Sucocitrico Cutrale
- Company type: Private
- Industry: Agriculture; Beverages;
- Founded: 1967
- Founder: José Cutrale Jr.
- Headquarters: Araraquara, São Paulo, Brazil
- Products: oranges, orange juice
- Website: www.cutrale.com.br

= Cutrale =

Brazilian company

Sucocitrico Cutrale is a Brazilian company that produces oranges, orange juice, and orange by-products. It is based in Araraquara, São Paulo. The company was founded in 1967 by José Cutrale Jr. and is controlled by the Cutrale family.

Cutrale is one of the world's largest exporters of orange juice. It is responsible for about one quarter of the world orange juice market and also operates in the cultivation and distribution of oranges and orange by-products.

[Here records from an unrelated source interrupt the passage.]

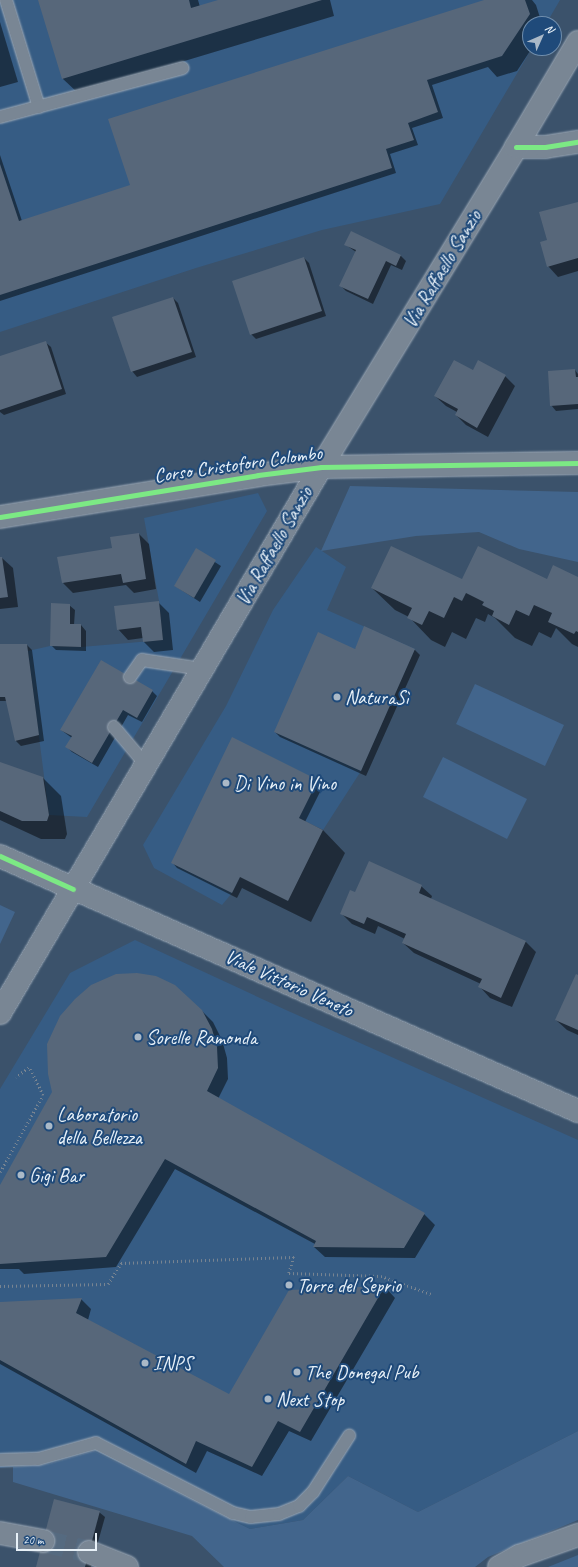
<!DOCTYPE html>
<meta charset="utf-8">
<style>
body{margin:0}
#map{position:relative;width:578px;height:1567px;overflow:hidden;background:#3b526b;font-family:Caveat,sans-serif}
div>[style]{position:absolute}
[style*='--x']{left:calc(var(--x)*1px);top:calc(var(--y)*1px);width:calc(var(--w)*1px);rotate:calc(var(--a)*1deg)}
.built>*{inset:0;background:#365c84}
.green>*{inset:0;background:#42658c}
.shadow>*{inset:0;background:#0007}
.building>*{inset:0;background:#57677a}
.highway-tunnel>*{height:22px;margin-top:-11px;transform-origin:0;background:repeating-linear-gradient(90deg,#556a80 0 22px,transparent 0 33px)}
.path>*{height:2.5px;margin-top:-1.25px;transform-origin:0;background:repeating-linear-gradient(90deg,#788491 0 1px,transparent 0 4px)}
.roads{filter:drop-shadow(0 0 1px #9da9b6) drop-shadow(0 0 1px #9da9b6)}
.lane>*{height:12px;margin:-6px;padding:0 6px;transform-origin:6px;border-radius:6px;background:#798694}
.street>*{height:22px;margin:-11px;padding:0 11px;transform-origin:11px;border-radius:11px;background:#798694}
.secondary>*{height:22px;margin:-11px;padding:0 11px;transform-origin:11px;border-radius:11px;background:#798694}
.highway>*{height:22px;margin:-11px;padding:0 11px;transform-origin:11px;border-radius:11px;background:#798694}
.cycleway>*{height:5px;margin:-2.5px;padding:0 2.5px;transform-origin:2.5px;border-radius:2.5px;background:#7ce984}
.dots>*{width:11px;height:11px;translate:-50% -50%;box-sizing:border-box;border:2px solid #1f4a7a;border-radius:50%}
span{translate:-50% -50%;white-space:nowrap;text-align:center;line-height:1.15;-webkit-text-stroke:4px #1f4a7a;paint-order:stroke}
.street-label{font-size:20px;color:#e8f1f8}
.poi-label{font-size:20px;color:#e8f1f8}
.left{translate:0 -50%;text-align:left}
.north{position:absolute;left:522px;top:16px;width:40px;height:40px;box-sizing:border-box;background:#1f4a7a;border:1px solid #6f8dac;border-radius:50%;rotate:45deg;font-size:11px;font-weight:700;line-height:16px;text-align:center;color:#e8f1f8}
.north::after{content:'';display:block;margin:auto;width:14px;height:18px;background:#abb9c7;clip-path:polygon(50% 0,100% 100%,50% 72%,0 100%)}
.scale{position:absolute;left:16px;top:1533px;width:81px;height:18px;box-sizing:border-box;border:2px solid #e8f1f8;border-top:0;padding-left:5px;font-size:12px;line-height:14px;white-space:nowrap;color:#e8f1f8;-webkit-text-stroke:3px #1f4a7a;paint-order:stroke}
</style>
<div id="map">
<div class="built">
<div style="clip-path:polygon(0 0,560px 0,546px 24px,530px 24px,530px 48px,532px 48px,440px 204px,322px 230px,196px 268px,0 332px)"></div>
<div style="clip-path:polygon(258px 493px,267px 511px,87px 817px,49px 815px,28px 651px,50px 646px,81px 647px,163px 640px,159px 601px,144px 518px)"></div>
<div style="clip-path:polygon(316px 547px,346px 567px,327px 610px,415px 649px,361px 771px,323px 830px,252px 794px,240px 877px,232px 893px,222px 905px,154px 868px,143px 845px,226px 706px,273px 610px)"></div>
<div style="clip-path:polygon(135px 940px,286px 1010px,578px 1140px,578px 1431px,418px 1512px,348px 1476px,303px 1520px,250px 1529px,94px 1451px,48px 1464px,0 1468px,0 1089px,70px 973px)"></div>
</div>
<div class="green">
<div style="clip-path:polygon(350px 486px,578px 492px,578px 562px,519px 549px,479px 532px,416px 536px,321px 551px)"></div>
<div style="clip-path:polygon(475px 684px,564px 725px,545px 766px,456px 724px)"></div>
<div style="clip-path:polygon(443px 757px,527px 799px,507px 839px,423px 797px)"></div>
<div style="clip-path:polygon(0 905px,15px 912px,0 944px)"></div>
<div style="clip-path:polygon(578px 1431px,578px 1520px,488px 1557px,475px 1567px,224px 1567px,192px 1536px,13px 1482px,13px 1467px,48px 1464px,94px 1451px,250px 1529px,303px 1520px,348px 1476px,418px 1512px)"></div>
<div style="clip-path:polygon(578px 1555px,578px 1567px,548px 1567px)"></div>
</div>
<div class="shadow">
<div style="clip-path:polygon(39px 0,198px 0,200px 7px,221px 0,330px 0,334px 16px,78px 93px,63px 79px)"></div>
<div style="clip-path:polygon(488px 0,532px 0,536px 5px,542px 24px,530px 24px,530px 48px,532px 48px,517px 71px,497px 77px,488px 67px,432px 85px,443px 118px,412px 128px,418px 145px,390px 154px,396px 173px,0 301px,0 155px,22px 221px,131px 186px)"></div>
<div style="clip-path:polygon(0 22px,18px 82px,0 87px)"></div>
<div style="clip-path:polygon(578px 203px,578px 271px,558px 277px,548px 266px,548px 241px)"></div>
<div style="clip-path:polygon(351px 233px,401px 256px,406px 261px,402px 270px,391px 265px,373px 304px,346px 291px,341px 286px,356px 252px,346px 245px)"></div>
<div style="clip-path:polygon(304px 258px,309px 263px,326px 316px,256px 339px,251px 334px)"></div>
<div style="clip-path:polygon(173px 298px,178px 303px,196px 357px,137px 377px,132px 371px)"></div>
<div style="clip-path:polygon(45px 342px,51px 347px,66px 394px,4px 415px,0 412px,0 358px)"></div>
<div style="clip-path:polygon(575px 370px,578px 374px,578px 409px,556px 411px,551px 405px)"></div>
<div style="clip-path:polygon(473px 372px,505px 376px,515px 386px,488px 437px,466px 425px,456px 415px,457px 412px,446px 406px,435px 396px)"></div>
<div style="clip-path:polygon(139px 534px,149px 544px,156px 589px,134px 593px,126px 585px,73px 593px,63px 583px)"></div>
<div style="clip-path:polygon(196px 550px,221px 566px,200px 602px,175px 586px)"></div>
<div style="clip-path:polygon(0 558px,2px 558px,13px 568px,18px 607px,0 609px)"></div>
<div style="clip-path:polygon(578px 578px,578px 647px,572px 644px,556px 628px,551px 638px,539px 632px,532px 646px,515px 638px,495px 618px,488px 614px,485px 622px,476px 618px,466px 639px,452px 632px,445px 647px,431px 640px,409px 617px,395px 610px,372px 588px,462px 581px,547px 580px)"></div>
<div style="clip-path:polygon(158px 602px,169px 613px,173px 650px,154px 652px,144px 642px,143px 638px,128px 640px,118px 629px)"></div>
<div style="clip-path:polygon(69px 605px,75px 610px,74px 625px,81px 625px,86px 631px,86px 651px,56px 650px,51px 645px)"></div>
<div style="clip-path:polygon(365px 628px,415px 650px,420px 655px,366px 776px,280px 737px,275px 732px,355px 650px)"></div>
<div style="clip-path:polygon(0 645px,27px 645px,32px 650px,44px 741px,21px 746px,16px 741px,7px 701px,0 701px)"></div>
<div style="clip-path:polygon(152px 691px,157px 696px,142px 722px,128px 715px,98px 767px,72px 752px,67px 747px,72px 738px,61px 730px)"></div>
<div style="clip-path:polygon(0 763px,43px 778px,61px 796px,67px 834px,65px 839px,41px 839px,0 820px)"></div>
<div style="clip-path:polygon(318px 781px,323px 786px,305px 822px,323px 830px,345px 853px,311px 922px,242px 888px,237px 898px,177px 868px,172px 862px)"></div>
<div style="clip-path:polygon(421px 886px,432px 896px,431px 899px,526px 942px,536px 952px,512px 1007px,490px 998px,480px 987px,481px 984px,414px 953px,403px 943px,405px 939px,378px 926px,375px 934px,352px 924px,341px 913px,355px 893px)"></div>
<div style="clip-path:polygon(578px 976px,578px 1035px,567px 1030px,556px 1020px)"></div>
<div style="clip-path:polygon(202px 1011px,213px 1022px,222px 1040px,227px 1058px,228px 1079px,218px 1099px,424px 1214px,435px 1225px,415px 1258px,325px 1257px,314px 1247px,315px 1244px,175px 1169px,116px 1267px,24px 1274px,19px 1269px,0 1269px,0 1188px)"></div>
<div style="clip-path:polygon(385px 1287px,395px 1298px,311px 1441px,289px 1431px,262px 1476px,207px 1451px,196px 1473px,0 1364px,0 1303px,81px 1299px,91px 1309px,88px 1320px,229px 1396px,290px 1291px)"></div>
<div style="clip-path:polygon(99px 1512px,105px 1517px,91px 1567px,37px 1567px)"></div>
</div>
<div class="building">
<div style="clip-path:polygon(38px 0,189px 0,191px 8px,218px 0,322px 0,62px 79px)"></div>
<div style="clip-path:polygon(484px 0,525px 0,530px 14px,502px 56px,427px 80px,438px 112px,408px 123px,414px 140px,386px 149px,392px 168px,0 295px,0 164px,19px 221px,130px 185px,108px 119px)"></div>
<div style="clip-path:polygon(578px 202px,578px 258px,547px 267px,540px 242px,547px 240px,539px 212px)"></div>
<div style="clip-path:polygon(351px 231px,401px 255px,396px 266px,386px 261px,368px 299px,339px 286px,356px 250px,344px 245px)"></div>
<div style="clip-path:polygon(304px 257px,322px 311px,250px 335px,232px 281px)"></div>
<div style="clip-path:polygon(173px 297px,192px 352px,131px 372px,112px 317px)"></div>
<div style="clip-path:polygon(46px 341px,62px 389px,0 410px,0 356px)"></div>
<div style="clip-path:polygon(454px 360px,473px 370px,478px 360px,506px 375px,477px 428px,455px 415px,458px 409px,434px 396px)"></div>
<div style="clip-path:polygon(575px 369px,576px 377px,578px 377px,578px 404px,550px 406px,548px 371px)"></div>
<div style="clip-path:polygon(139px 533px,146px 579px,123px 583px,121px 574px,62px 583px,57px 557px,112px 548px,110px 537px)"></div>
<div style="clip-path:polygon(391px 546px,462px 579px,478px 546px,547px 579px,553px 565px,578px 577px,578px 632px,576px 631px,574px 634px,548px 622px,552px 613px,534px 605px,529px 616px,516px 610px,509px 625px,492px 616px,494px 611px,482px 605px,484px 602px,466px 593px,462px 601px,454px 597px,444px 618px,429px 611px,422px 625px,407px 618px,412px 608px,371px 588px)"></div>
<div style="clip-path:polygon(196px 548px,216px 560px,194px 598px,174px 586px)"></div>
<div style="clip-path:polygon(0 557px,2px 557px,8px 597px,0 598px)"></div>
<div style="clip-path:polygon(159px 601px,163px 640px,143px 642px,141px 627px,117px 630px,114px 606px)"></div>
<div style="clip-path:polygon(51px 603px,70px 604px,70px 624px,81px 624px,81px 647px,50px 646px)"></div>
<div style="clip-path:polygon(364px 626px,415px 649px,361px 771px,274px 732px,318px 632px,355px 649px)"></div>
<div style="clip-path:polygon(0 644px,27px 644px,39px 735px,15px 741px,5px 697px,0 697px)"></div>
<div style="clip-path:polygon(101px 660px,153px 690px,137px 718px,123px 710px,92px 763px,65px 747px,72px 736px,60px 730px)"></div>
<div style="clip-path:polygon(232px 737px,318px 780px,299px 818px,323px 830px,288px 901px,240px 877px,232px 893px,171px 863px)"></div>
<div style="clip-path:polygon(0 762px,43px 777px,49px 815px,47px 821px,22px 821px,0 811px)"></div>
<div style="clip-path:polygon(369px 861px,422px 885px,419px 893px,526px 941px,501px 998px,478px 987px,482px 979px,402px 943px,406px 934px,367px 917px,364px 924px,340px 914px,350px 890px,355px 892px)"></div>
<div style="clip-path:polygon(137px 973px,156px 976px,175px 985px,202px 1010px,212px 1029px,217px 1047px,218px 1068px,207px 1091px,425px 1213px,404px 1248px,313px 1247px,316px 1241px,165px 1159px,106px 1257px,0 1264px,0 1185px,52px 1092px,48px 1074px,47px 1044px,60px 1016px,75px 999px,91px 985px,116px 974px)"></div>
<div style="clip-path:polygon(576px 974px,578px 975px,578px 1030px,555px 1020px)"></div>
<div style="clip-path:polygon(385px 1286px,300px 1432px,278px 1421px,252px 1467px,196px 1441px,186px 1464px,0 1360px,0 1302px,82px 1298px,76px 1313px,229px 1394px,289px 1290px)"></div>
<div style="clip-path:polygon(54px 1499px,100px 1511px,85px 1567px,36px 1567px)"></div>
</div>
<div class="highway-tunnel">
<div style="--x:43;--y:1541;--w:47;--a:13.4"></div>
</div>
<div class="path">
<div style="--x:0;--y:1172;--w:88;--a:-60.8"></div>
<div style="--x:43;--y:1095;--w:30;--a:-117"></div>
<div style="--x:29;--y:1068;--w:16;--a:145"></div>
<div style="--x:0;--y:1286;--w:108;--a:-1.1"></div>
<div style="--x:108;--y:1284;--w:25;--a:-58"></div>
<div style="--x:121;--y:1263;--w:173;--a:-2"></div>
<div style="--x:294;--y:1257;--w:17;--a:107"></div>
<div style="--x:289;--y:1273;--w:92;--a:1.9"></div>
<div style="--x:381;--y:1276;--w:53;--a:19.8"></div>
</div>
<div class="roads">
<div class="lane">
<div style="--x:6;--y:0;--w:112;--a:72.9"></div>
<div style="--x:0;--y:117;--w:189;--a:-15"></div>
<div style="--x:130;--y:677;--w:21;--a:-55"></div>
<div style="--x:142;--y:660;--w:61;--a:8.5"></div>
<div style="--x:114;--y:727;--w:50;--a:49.9"></div>
<div style="--x:0;--y:1460;--w:38;--a:-2"></div>
<div style="--x:38;--y:1459;--w:60;--a:-15.4"></div>
<div style="--x:96;--y:1443;--w:154;--a:27.1"></div>
<div style="--x:233;--y:1513;--w:18;--a:13"></div>
<div style="--x:251;--y:1517;--w:28;--a:-6"></div>
<div style="--x:279;--y:1514;--w:22;--a:-22"></div>
<div style="--x:299;--y:1506;--w:20;--a:-45"></div>
<div style="--x:313;--y:1492;--w:67;--a:-57.3"></div>
</div>
<div class="street">
<div style="--x:516;--y:147;--w:29;--a:0"></div>
<div style="--x:545;--y:147;--w:33;--a:-9"></div>
<div style="--x:0;--y:517;--w:261;--a:-9.2"></div>
<div style="--x:258;--y:475;--w:64;--a:-7.2"></div>
<div style="--x:321;--y:467;--w:257;--a:-0.9"></div>
</div>
<div class="secondary">
<div style="--x:0;--y:856;--w:632;--a:23.81"></div>
<div style="--x:0;--y:1013;--w:633;--a:-59.55"></div>
<div style="--x:321;--y:467;--w:375;--a:-58.6"></div>
<div style="--x:516;--y:147;--w:122;--a:-59.4"></div>
</div>
<div class="highway">
<div style="--x:0;--y:1533;--w:44;--a:10.5"></div>
<div style="--x:89;--y:1552;--w:41;--a:21.5"></div>
<div style="--x:499;--y:1567;--w:23;--a:-29"></div>
<div style="--x:519;--y:1556;--w:63;--a:-19.6"></div>
</div>
</div>
<div class="cycleway">
<div style="--x:516;--y:147;--w:29;--a:0"></div>
<div style="--x:545;--y:147;--w:33;--a:-9"></div>
<div style="--x:0;--y:517;--w:261;--a:-9.2"></div>
<div style="--x:258;--y:475;--w:64;--a:-7.2"></div>
<div style="--x:321;--y:467;--w:257;--a:-0.9"></div>
<div style="--x:0;--y:856;--w:80;--a:24.3"></div>
</div>
<div class="dots">
<div style="left:337px;top:697px;background:#abb9c7"></div>
<div style="left:226px;top:783px;background:#abb9c7"></div>
<div style="left:138px;top:1037px;background:#abb9c7"></div>
<div style="left:49px;top:1126px;background:#abb9c7"></div>
<div style="left:21px;top:1175px;background:#abb9c7"></div>
<div style="left:289px;top:1285px;background:#abb9c7"></div>
<div style="left:145px;top:1363px;background:#abb9c7"></div>
<div style="left:297px;top:1372px;background:#abb9c7"></div>
<div style="left:268px;top:1399px;background:#abb9c7"></div>
</div>
<div class="street-label">
<span style="left:442px;top:269px;rotate:-59deg">Via Raffaello Sanzio</span>
<span style="left:238px;top:464px;rotate:-8deg">Corso Cristoforo Colombo</span>
<span style="left:274px;top:546px;rotate:-60deg">Via Raffaello Sanzio</span>
<span style="left:289px;top:983px;rotate:24deg">Viale Vittorio Veneto</span>
</div>
<div class="poi-label">
<span class="left" style="left:345px;top:697px">NaturaSì</span>
<span class="left" style="left:234px;top:783px">Di Vino in Vino</span>
<span class="left" style="left:146px;top:1037px">Sorelle Ramonda</span>
<span class="left" style="left:57px;top:1126px">Laboratorio<br>della Bellezza</span>
<span class="left" style="left:29px;top:1175px">Gigi Bar</span>
<span class="left" style="left:297px;top:1285px">Torre del Seprio</span>
<span class="left" style="left:153px;top:1363px">INPS</span>
<span class="left" style="left:305px;top:1372px">The Donegal Pub</span>
<span class="left" style="left:276px;top:1399px">Next Stop</span>
</div>
<div class="north">N</div>
<div class="scale">20 m</div>
</div>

In August 2014, together with Safra Group, it tried to acquire the American banana company Chiquita for US$611 million in cash. At the time Chiquita did not accept the Brazilian offer because it wanted to continue the merger process with Irish Fyffes. However, on October 24, 2014, Chiquita gave up the merger with Fyffes, and on October 27, Safra Group and Cutrale agreed to acquire Chiquita for US$682 million.

The company has orchards and factories in Brazil and the United States.